** Exercise goal **
Among the entries below, find every line that contains the string "halo", then copy it.

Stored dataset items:

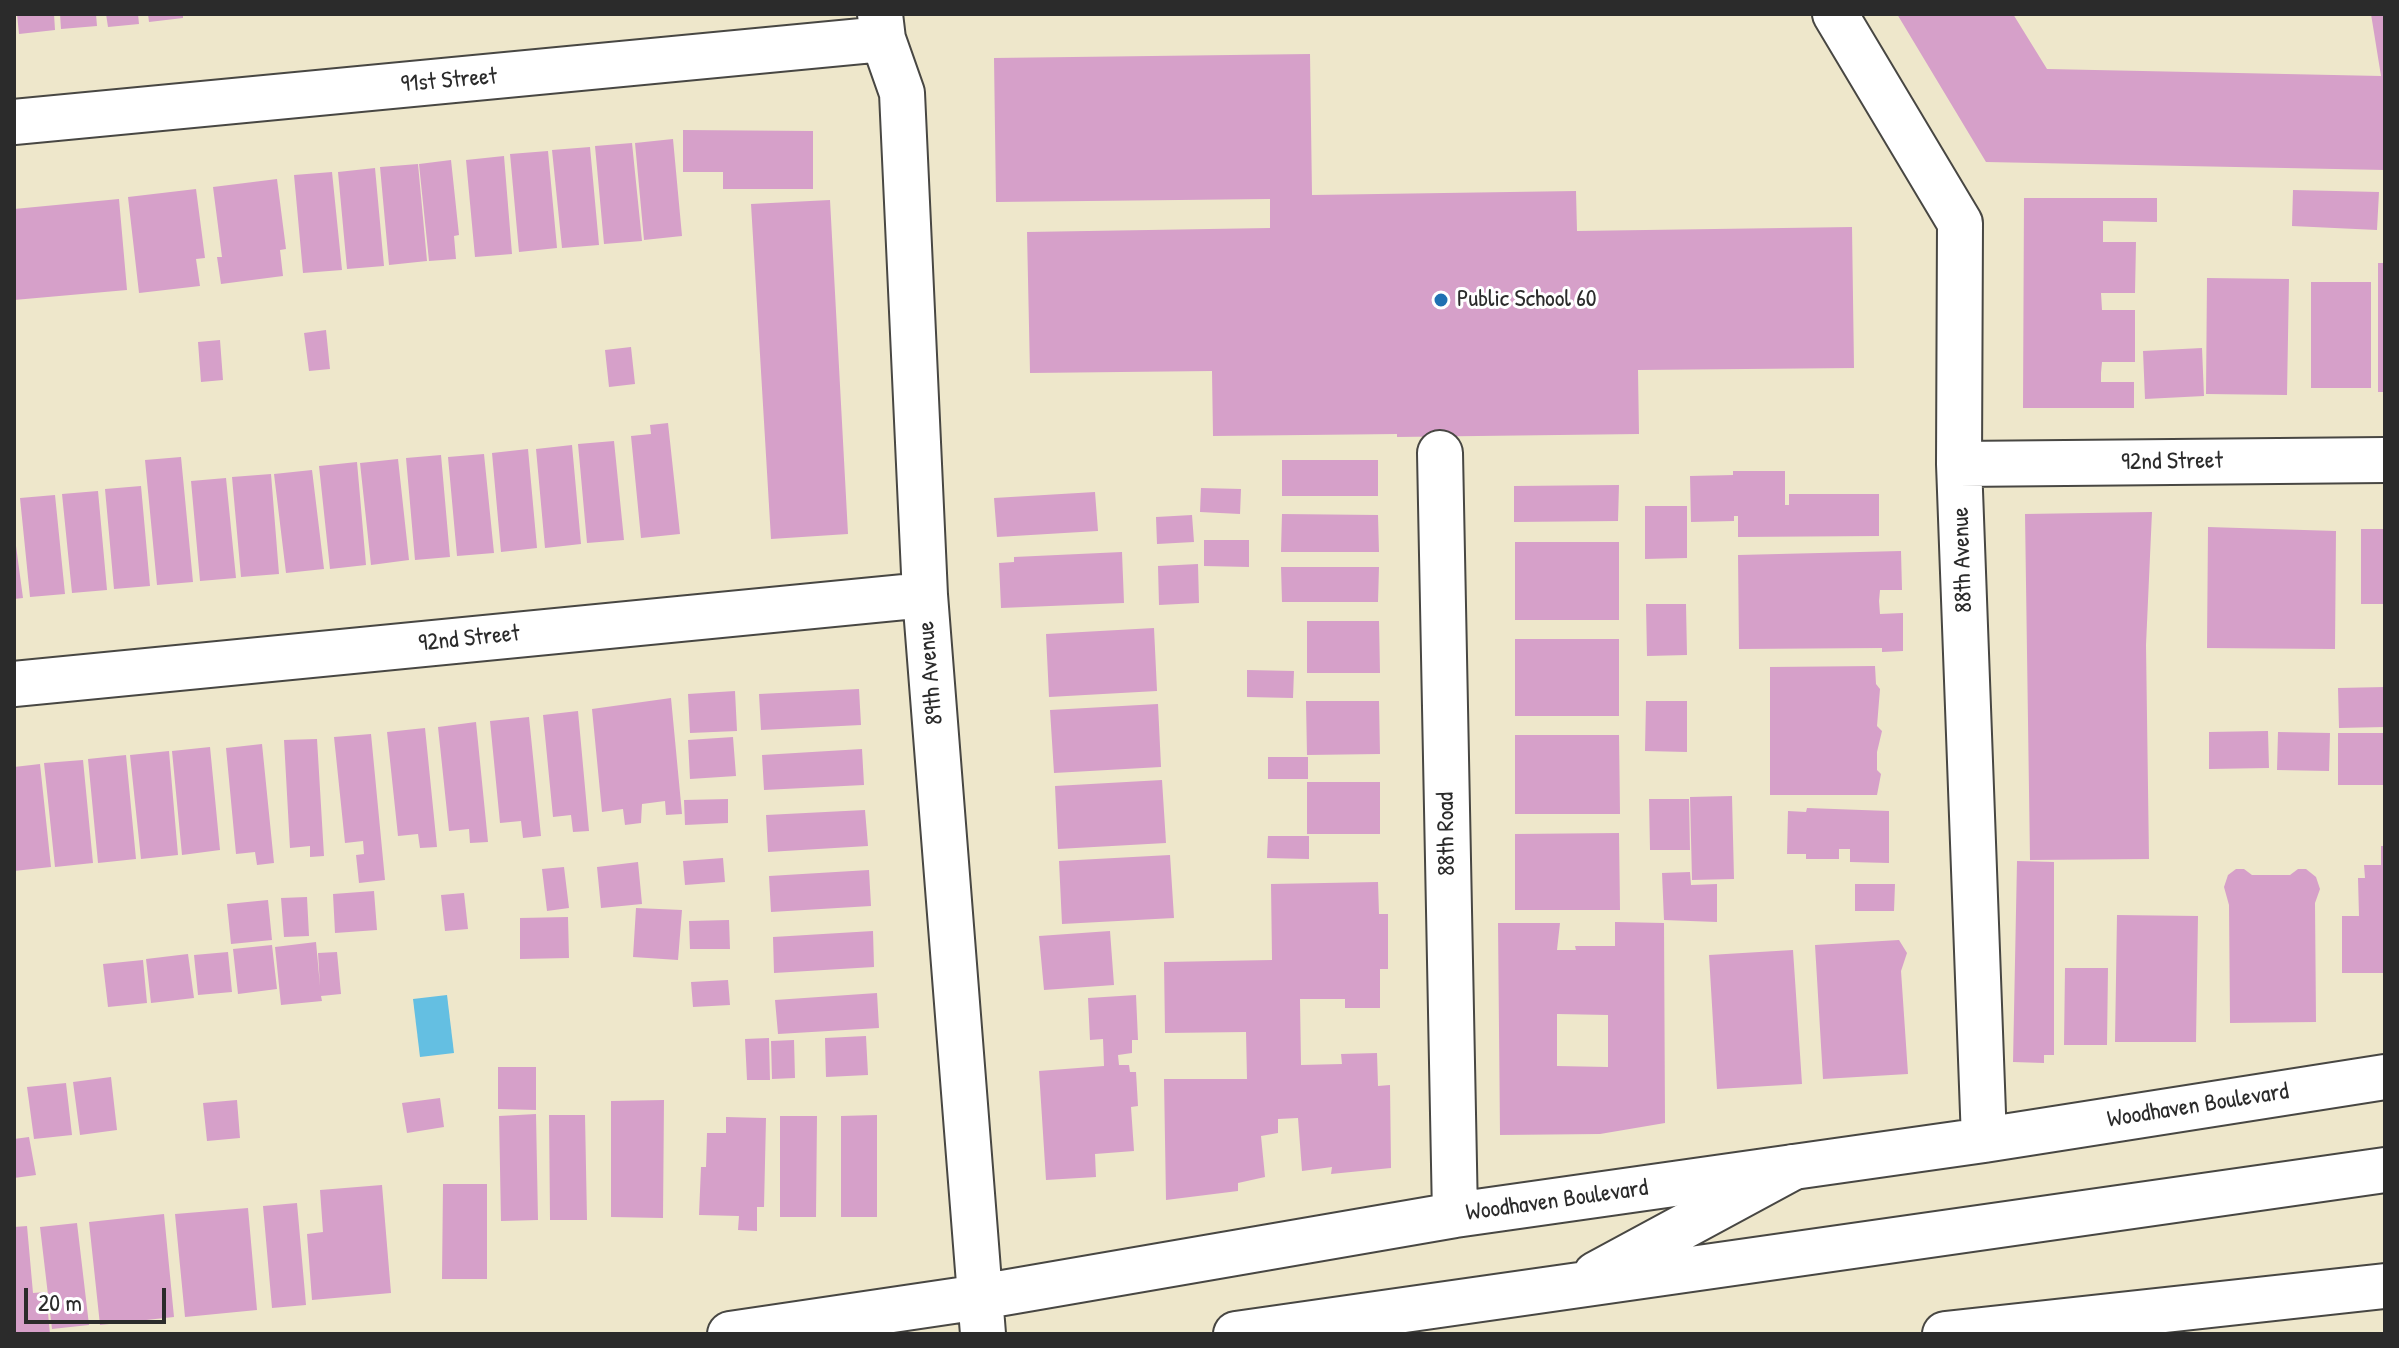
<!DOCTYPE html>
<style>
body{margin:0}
#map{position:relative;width:2399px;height:1348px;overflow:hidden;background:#eee7cb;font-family:"Patrick Hand",sans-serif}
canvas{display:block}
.frame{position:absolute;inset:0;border:16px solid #2b2b2b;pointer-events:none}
.scale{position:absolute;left:24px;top:1288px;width:142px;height:36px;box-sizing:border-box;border:4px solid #2b2b2b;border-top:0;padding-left:10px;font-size:24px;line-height:28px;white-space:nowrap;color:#2b2b2b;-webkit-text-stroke:6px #fff;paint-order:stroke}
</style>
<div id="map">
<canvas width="2399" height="1348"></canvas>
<div class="frame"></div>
<div class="scale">20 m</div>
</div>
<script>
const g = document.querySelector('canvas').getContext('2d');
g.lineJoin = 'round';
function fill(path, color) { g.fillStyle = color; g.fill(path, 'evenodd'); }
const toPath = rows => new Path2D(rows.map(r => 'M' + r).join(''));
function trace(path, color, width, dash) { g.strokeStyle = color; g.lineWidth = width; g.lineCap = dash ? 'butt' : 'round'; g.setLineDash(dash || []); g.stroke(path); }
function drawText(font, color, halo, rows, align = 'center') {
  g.font = font + ' "Patrick Hand",sans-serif'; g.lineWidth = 6; g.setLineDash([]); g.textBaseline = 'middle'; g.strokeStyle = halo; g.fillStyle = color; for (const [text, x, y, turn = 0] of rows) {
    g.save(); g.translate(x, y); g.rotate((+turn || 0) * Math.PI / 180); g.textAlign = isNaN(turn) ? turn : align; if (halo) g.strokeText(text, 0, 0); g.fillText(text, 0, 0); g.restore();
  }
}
fill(toPath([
 [447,995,454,1053,420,1057,413,999]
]), '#64bfe2');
fill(toPath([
 [17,14,54,14,55,30,19,34],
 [60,14,96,14,97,26,61,29],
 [106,14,138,14,139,24,108,27],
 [148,14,183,14,183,18,149,22],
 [1897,14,2013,14,2047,69,2381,76,2371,14,2385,14,2385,170,1986,162],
 [1310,54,1312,195,1576,191,1577,231,1852,227,1854,368,1638,370,1639,434,1397,437,1397,434,1213,436,1212,371,1030,373,1027,232,1270,228,1270,199,996,202,994,58],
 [683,130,813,131,813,189,723,189,723,172,683,172],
 [673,139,682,236,644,240,635,143],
 [632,143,642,241,604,244,595,146],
 [590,147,599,245,562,248,552,150],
 [548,151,557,248,519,252,510,154],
 [504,156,512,254,475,257,466,160],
 [451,160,459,235,454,236,456,259,429,261,419,164],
 [418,164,427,261,389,265,380,167],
 [375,168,384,266,347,269,338,172],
 [332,172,342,270,303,273,294,175],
 [277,179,286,249,280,250,283,276,221,284,217,257,222,257,213,187],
 [196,189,205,258,196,259,200,286,139,293,128,197],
 [2293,190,2379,192,2377,230,2292,226],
 [2024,198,2157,198,2157,222,2103,221,2103,242,2136,242,2135,293,2101,293,2102,310,2135,310,2135,362,2102,362,2101,373,2101,382,2134,382,2134,408,2023,408],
 [119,199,127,290,14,300,14,209],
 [830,200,848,534,771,539,751,204],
 [2378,263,2385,263,2385,392,2378,392],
 [2207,278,2289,279,2287,395,2206,394],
 [2311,282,2371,282,2371,388,2311,388],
 [326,330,330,369,309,371,304,333],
 [220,340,223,380,201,382,198,342],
 [631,347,635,384,609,387,605,350],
 [2202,348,2204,396,2145,399,2143,351],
 [668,423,680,534,641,538,631,436,651,434,650,425],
 [614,441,624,540,587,543,578,444],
 [572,445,581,544,545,548,536,449],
 [528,449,537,548,501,552,492,453],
 [484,454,494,553,457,556,448,457],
 [441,455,450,557,415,560,406,458],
 [181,457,193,582,157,585,145,460],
 [398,459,409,560,371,565,360,463],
 [1282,460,1378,460,1378,496,1282,496],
 [357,462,366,565,330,569,319,466],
 [312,470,324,569,286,573,274,474],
 [1733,471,1785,471,1785,505,1789,505,1789,494,1879,494,1879,536,1738,537,1738,516,1734,516,1734,521,1691,522,1690,476,1733,475],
 [271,474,279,574,241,577,232,477],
 [226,478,236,578,200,581,191,481],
 [1619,485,1618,521,1514,522,1514,486],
 [141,486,150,586,114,589,105,489],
 [1201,488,1241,489,1240,514,1200,512],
 [98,491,107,590,72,593,62,494],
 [1095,492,1098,531,997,537,994,498],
 [55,495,65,594,30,597,20,498],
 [1645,506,1687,506,1687,558,1645,559],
 [2152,512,2146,645,2149,859,2030,860,2025,514],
 [1282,514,1378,515,1379,552,1281,552],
 [1192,515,1194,542,1157,544,1156,517],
 [2208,527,2336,531,2335,649,2207,648],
 [2361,529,2385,529,2385,604,2361,604],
 [14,531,23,598,14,599],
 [1204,540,1249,540,1249,567,1204,566],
 [1515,542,1619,542,1619,620,1515,620],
 [1901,551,1902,590,1880,590,1879,601,1880,614,1903,613,1903,651,1882,652,1882,648,1739,649,1738,555],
 [1122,552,1124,603,1001,608,999,563,1014,562,1014,557],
 [1198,564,1199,603,1159,605,1158,566],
 [1281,567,1379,567,1378,602,1282,602],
 [1646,604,1686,604,1687,655,1647,656],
 [1307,621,1379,621,1380,673,1307,673],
 [1154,628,1157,691,1049,697,1046,634],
 [1515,639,1619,639,1619,716,1515,716],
 [1875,666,1876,684,1880,689,1877,726,1882,731,1877,752,1877,770,1881,774,1877,795,1770,795,1770,667],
 [1247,670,1294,671,1293,698,1247,697],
 [2385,687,2385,727,2339,728,2338,688],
 [859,689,861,725,761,730,759,694],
 [735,691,737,731,690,733,688,694],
 [671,698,682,814,666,815,665,801,642,804,641,823,625,825,623,809,602,812,592,709],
 [1306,701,1379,701,1380,754,1307,755],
 [1646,701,1687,701,1687,752,1645,751],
 [1158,704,1161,767,1054,773,1050,710],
 [578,711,589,831,573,832,571,815,553,817,543,715],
 [529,717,541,836,523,838,521,821,500,823,490,721],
 [476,722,488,842,470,843,469,829,449,831,438,727],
 [425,728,437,847,420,848,418,834,398,836,387,732],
 [2268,731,2269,768,2209,769,2209,732],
 [2278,732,2330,733,2329,771,2277,770],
 [2338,733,2385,733,2385,785,2338,785],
 [371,734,385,880,359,883,356,855,364,854,363,841,345,843,334,737],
 [1515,735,1619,735,1620,814,1515,814],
 [733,737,736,776,690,779,688,740],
 [317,739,324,856,310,857,310,846,290,848,284,740],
 [262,744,274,863,257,865,255,852,236,854,226,748],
 [210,747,220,850,182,855,172,751],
 [862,749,864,785,764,790,762,755],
 [169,751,178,855,141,859,130,755],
 [126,755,136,859,98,863,88,759],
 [1268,757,1308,757,1308,779,1268,779],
 [83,760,93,863,55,867,44,763],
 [40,764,51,867,14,871,14,767],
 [1162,780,1166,843,1058,849,1055,786],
 [1307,782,1380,782,1380,834,1307,834],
 [1732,796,1734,879,1692,880,1690,797],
 [728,799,728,823,685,825,684,800],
 [1649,799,1689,799,1690,850,1650,850],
 [1807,808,1889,811,1889,863,1850,862,1850,849,1839,849,1839,859,1806,859,1806,854,1787,854,1788,811,1806,812],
 [865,810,868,846,768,852,766,815],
 [1619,833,1620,910,1515,910,1515,834],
 [1268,836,1309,836,1309,859,1267,858],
 [2381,846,2385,846,2385,973,2342,973,2342,916,2359,916,2358,878,2365,878,2364,865,2381,865],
 [1170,855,1174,918,1062,924,1059,861],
 [723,858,725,882,685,885,683,861],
 [2017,861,2054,862,2054,1055,2044,1055,2044,1063,2013,1062],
 [638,862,642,904,601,908,597,867],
 [564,867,569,908,547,911,542,869],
 [2236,869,2244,869,2252,875,2290,875,2298,869,2306,869,2316,877,2320,889,2315,903,2316,1022,2230,1023,2229,905,2224,887,2228,875],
 [869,870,871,906,771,912,769,876],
 [1690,872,1691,885,1717,884,1717,922,1664,920,1662,873],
 [1378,882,1379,914,1388,914,1388,969,1380,969,1380,1008,1345,1008,1345,999,1300,999,1301,1065,1342,1064,1341,1054,1377,1053,1378,1086,1390,1085,1391,1168,1331,1174,1332,1167,1302,1171,1298,1118,1278,1119,1278,1133,1261,1136,1265,1177,1238,1183,1238,1191,1166,1200,1164,1079,1247,1079,1246,1032,1165,1033,1164,962,1272,960,1271,884],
 [1855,884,1895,884,1894,911,1855,911],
 [374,891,377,930,335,933,333,894],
 [464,893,468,929,445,931,441,895],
 [307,897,309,936,284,937,281,898],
 [268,900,272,940,231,944,227,904],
 [636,908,682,910,678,960,633,957],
 [2117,915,2198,916,2196,1042,2115,1042],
 [568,917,569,958,520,959,520,918],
 [729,920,730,949,690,949,689,921],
 [1615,922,1664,923,1665,1123,1600,1134,1500,1135,1498,923,1560,923,1557,950,1576,950,1575,946,1615,946],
 [1557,1014,1608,1015,1608,1067,1557,1066],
 [873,931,874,967,774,973,773,937],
 [1110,931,1114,985,1044,990,1039,936],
 [1899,940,1907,953,1901,971,1908,1074,1823,1079,1815,945],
 [316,942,320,986,318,953,337,952,341,994,321,996,322,1001,281,1005,275,947],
 [272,945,277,989,238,994,233,949],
 [1793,950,1802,1084,1717,1089,1709,955],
 [228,952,232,992,198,995,194,955],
 [188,954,194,998,151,1003,146,959],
 [143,960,147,1003,108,1007,103,964],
 [2065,968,2108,968,2107,1045,2064,1045],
 [728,980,730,1005,693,1007,691,982],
 [877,993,879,1028,778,1034,775,1000],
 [1136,995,1138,1040,1132,1040,1132,1053,1118,1055,1119,1065,1129,1065,1130,1072,1136,1072,1138,1106,1131,1107,1134,1151,1095,1154,1096,1177,1046,1180,1039,1071,1104,1066,1103,1039,1090,1040,1088,998],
 [866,1036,868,1075,826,1077,825,1038],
 [769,1038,770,1080,747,1080,745,1039],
 [794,1040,795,1078,772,1079,771,1041],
 [498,1067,536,1067,536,1110,498,1109],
 [111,1077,117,1130,80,1135,73,1082],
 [66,1083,72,1135,34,1139,27,1087],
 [440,1098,444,1127,407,1133,402,1103],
 [237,1100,240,1138,207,1141,203,1103],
 [664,1100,663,1218,611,1217,611,1101],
 [536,1114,538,1220,501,1221,499,1116],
 [549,1115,585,1115,587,1220,550,1220],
 [877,1115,877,1217,841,1217,841,1116],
 [780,1116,817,1116,816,1217,780,1217],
 [726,1117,766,1118,764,1207,757,1207,757,1231,738,1230,739,1216,699,1215,701,1167,706,1167,707,1133,726,1133],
 [29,1137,36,1175,14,1178,14,1139],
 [443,1184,487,1184,487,1279,442,1279],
 [382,1185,391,1293,312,1300,307,1234,323,1232,320,1190],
 [297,1203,306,1305,272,1308,263,1206],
 [248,1208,257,1310,185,1317,175,1214],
 [164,1214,174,1317,100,1325,89,1222],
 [77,1223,89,1325,52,1329,40,1227],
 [27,1226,33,1293,46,1292,50,1334,14,1334,14,1227]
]), '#d6a0c9');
const minor = toPath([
 [880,14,883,39,902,93,925,595,983,1334],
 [1835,14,1960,223,1959,464,1984,1140],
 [14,122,883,39],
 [1440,453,1455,1215],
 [1959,464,2385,460],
 [14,684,925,595],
 [730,1334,980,1297,1455,1215,1984,1140,2385,1077]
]);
const major = toPath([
 [1596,1274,1794,1167],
 [1236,1334,2385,1170],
 [1945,1334,2385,1286]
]);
trace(minor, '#484743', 48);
trace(major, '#484743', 48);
trace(minor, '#fff', 44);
trace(major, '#fff', 44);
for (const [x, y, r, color] of [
 [1441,300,8,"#1f6fb2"]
]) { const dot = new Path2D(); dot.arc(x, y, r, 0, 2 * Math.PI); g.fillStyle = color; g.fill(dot); trace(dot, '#fff', 3); }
drawText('24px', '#2b2b2b', '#fff', [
 ["91st Street",449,81,-5],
 ["92nd Street",2172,462,-1],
 ["88th Avenue",1963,560,-92],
 ["92nd Street",469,639,-6],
 ["89th Avenue",931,673,-95],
 ["88th Road",1447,834,-91],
 ["Woodhaven Boulevard",2198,1106,-9],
 ["Woodhaven Boulevard",1557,1201,-8]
]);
drawText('24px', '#2b2b2b', '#fff', [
 ["Public School 60",1457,300]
], 'left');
</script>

** Answer **
function drawText(font, color, halo, rows, align = 'center') {
  g.font = font + ' "Patrick Hand",sans-serif'; g.lineWidth = 6; g.setLineDash([]); g.textBaseline = 'middle'; g.strokeStyle = halo; g.fillStyle = color; for (const [text, x, y, turn = 0] of rows) {
    g.save(); g.translate(x, y); g.rotate((+turn || 0) * Math.PI / 180); g.textAlign = isNaN(turn) ? turn : align; if (halo) g.strokeText(text, 0, 0); g.fillText(text, 0, 0); g.restore();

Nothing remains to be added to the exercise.